I want to go back. Not to who I was—but to who I could be. The girl who laughs without effort. The girl who watches the sun rise and doesn’t wonder constantly if it will be her last. I want a porch with peeling paint and a stubborn wind chime. I want a kitchen that smells like burnt toast and second chances. I want kids. Loud, chaotic, messy love. I want gray hair and soft hands and a garden I can ruin with flowers I never remember to water.
I want peace. Not just escape. Not just survival. Peace.
I want to see the world in color again. Not just shades of fear and blood. I want to look at people and believe they’re good. I want to believe in something that doesn’t come with handcuffs and cages.
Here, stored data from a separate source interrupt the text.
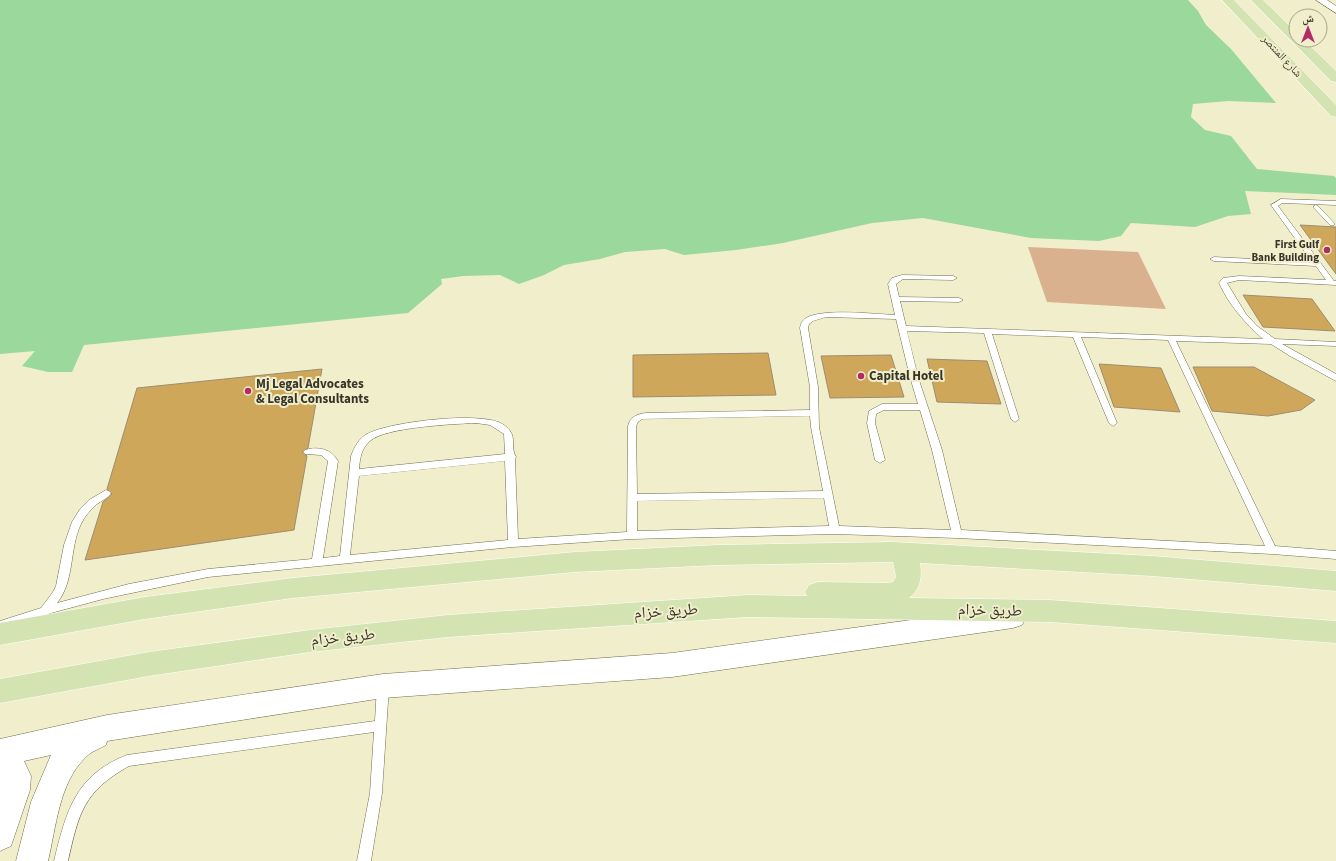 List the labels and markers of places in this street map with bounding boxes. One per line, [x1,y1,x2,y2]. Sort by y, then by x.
place label: First Gulf Bank Building [1251,237,1320,265]
marker: First Gulf Bank Building [1322,245,1332,255]
place label: Capital Hotel [869,367,943,385]
marker: Capital Hotel [856,371,866,381]
place label: Mj Legal Advocates & Legal Consultants [256,375,369,408]
marker: Mj Legal Advocates & Legal Consultants [243,386,253,396] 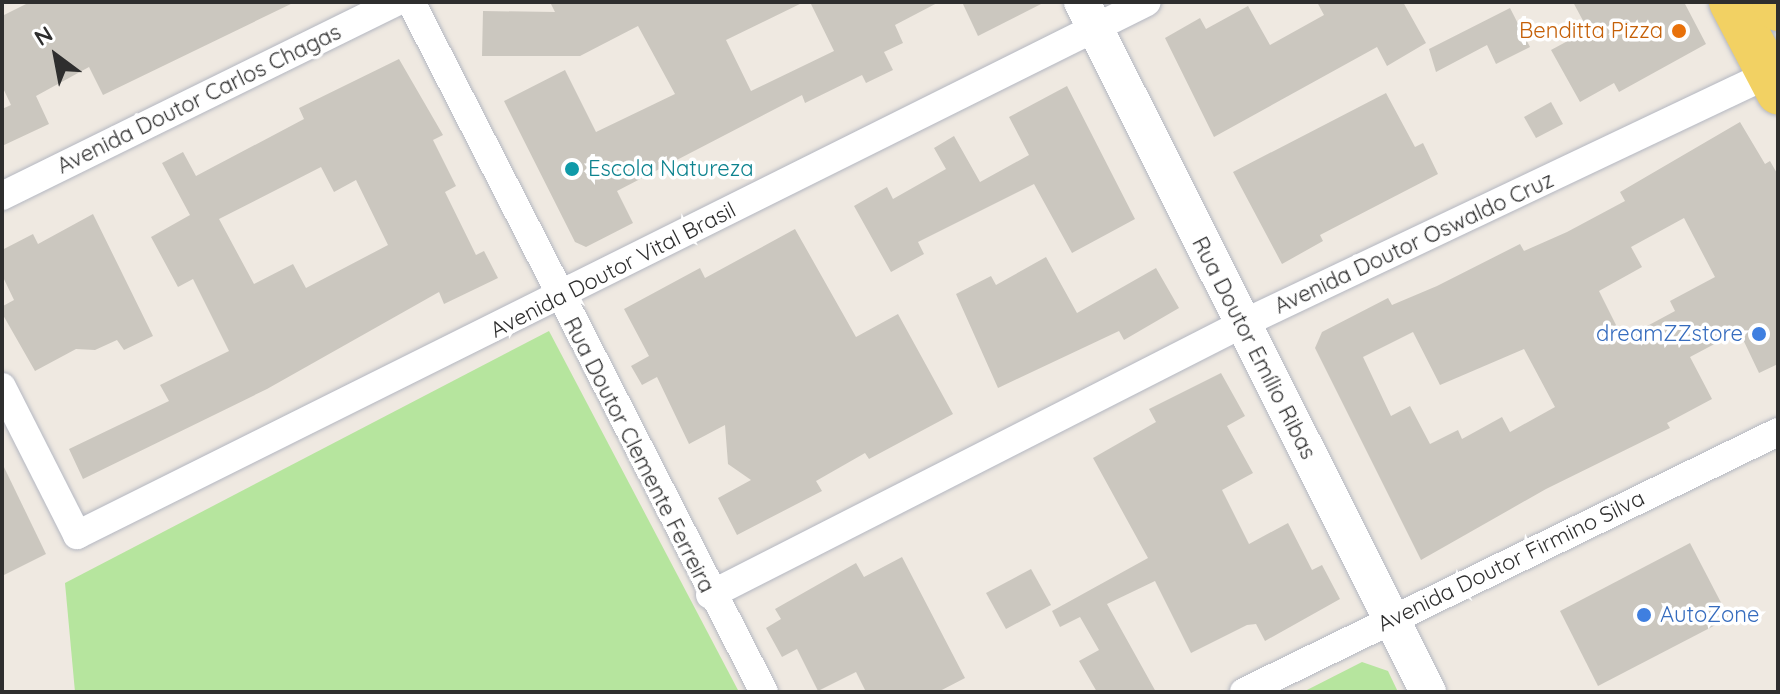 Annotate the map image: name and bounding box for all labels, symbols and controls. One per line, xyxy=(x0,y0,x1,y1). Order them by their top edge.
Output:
north arrow xyxy=(16,16,96,96)
place label: Benditta Pizza xyxy=(1519,18,1663,44)
text: N xyxy=(29,19,58,52)
street label: Avenida Doutor Carlos Chagas xyxy=(53,19,345,179)
marker: Benditta Pizza xyxy=(1670,22,1688,40)
place label: Escola Natureza xyxy=(588,156,754,182)
marker: Escola Natureza xyxy=(563,160,581,178)
street label: Avenida Doutor Oswaldo Cruz xyxy=(1270,167,1558,319)
street label: Avenida Doutor Vital Brasil xyxy=(486,197,740,343)
street label: Rua Doutor Emílio Ribas xyxy=(1186,232,1322,464)
street label: Rua Doutor Clemente Ferreira xyxy=(558,313,720,597)
place label: dreamZZstore xyxy=(1596,321,1743,347)
marker: dreamZZstore xyxy=(1750,325,1768,343)
street label: Avenida Doutor Firmino Silva xyxy=(1373,485,1649,637)
place label: AutoZone xyxy=(1660,602,1759,628)
marker: AutoZone xyxy=(1635,606,1653,624)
I want to stop dreaming of dark places. I want to wake up to light. And if Saxon is out there—if he’s coming for me—I’ll hold on. I’ll fight. I’ll tear my skin apart on these chains if I have to. Because I believe in him. Because I believe in us. Because maybe, just maybe, a 22-year-old girl who’s seen too much can still dream of something better. Not perfect. Just something real.
A porch. A child. A laugh. A hand in mine.
And Saxon. Always Saxon.
Kadri’s Palace.Albania. Then.
The palace wasn’t really a palace. It was a gilded cage with marble floors and velvet drapes. It reeked of power and dirty money—and all the things that evil tries to disguise itself as. I remember the chill of the air conditioning against my bare shoulders. There was an ache in my spine from heels I was forced to wear, and theweight of a diamond collar pressing against my throat like a sentence.
I was supposed to be seen, not heard. I was supposed to keep my head down and my eyes blank. But I looked up anyway. And that’s when I saw him.
He stood near the double doors—broad-shouldered, calm, too quiet for someone surrounded by wolves. His suit was black. Perfect. Understated in a way that didn’t belong to Kadri’s usual crowd. No flash. No gold. Just lethal elegance and contained power.
He wasn’t trying to impress. He was observing. Measuring. His eyes coasting over everything and everyone in the room, as though cataloguing his surroundings.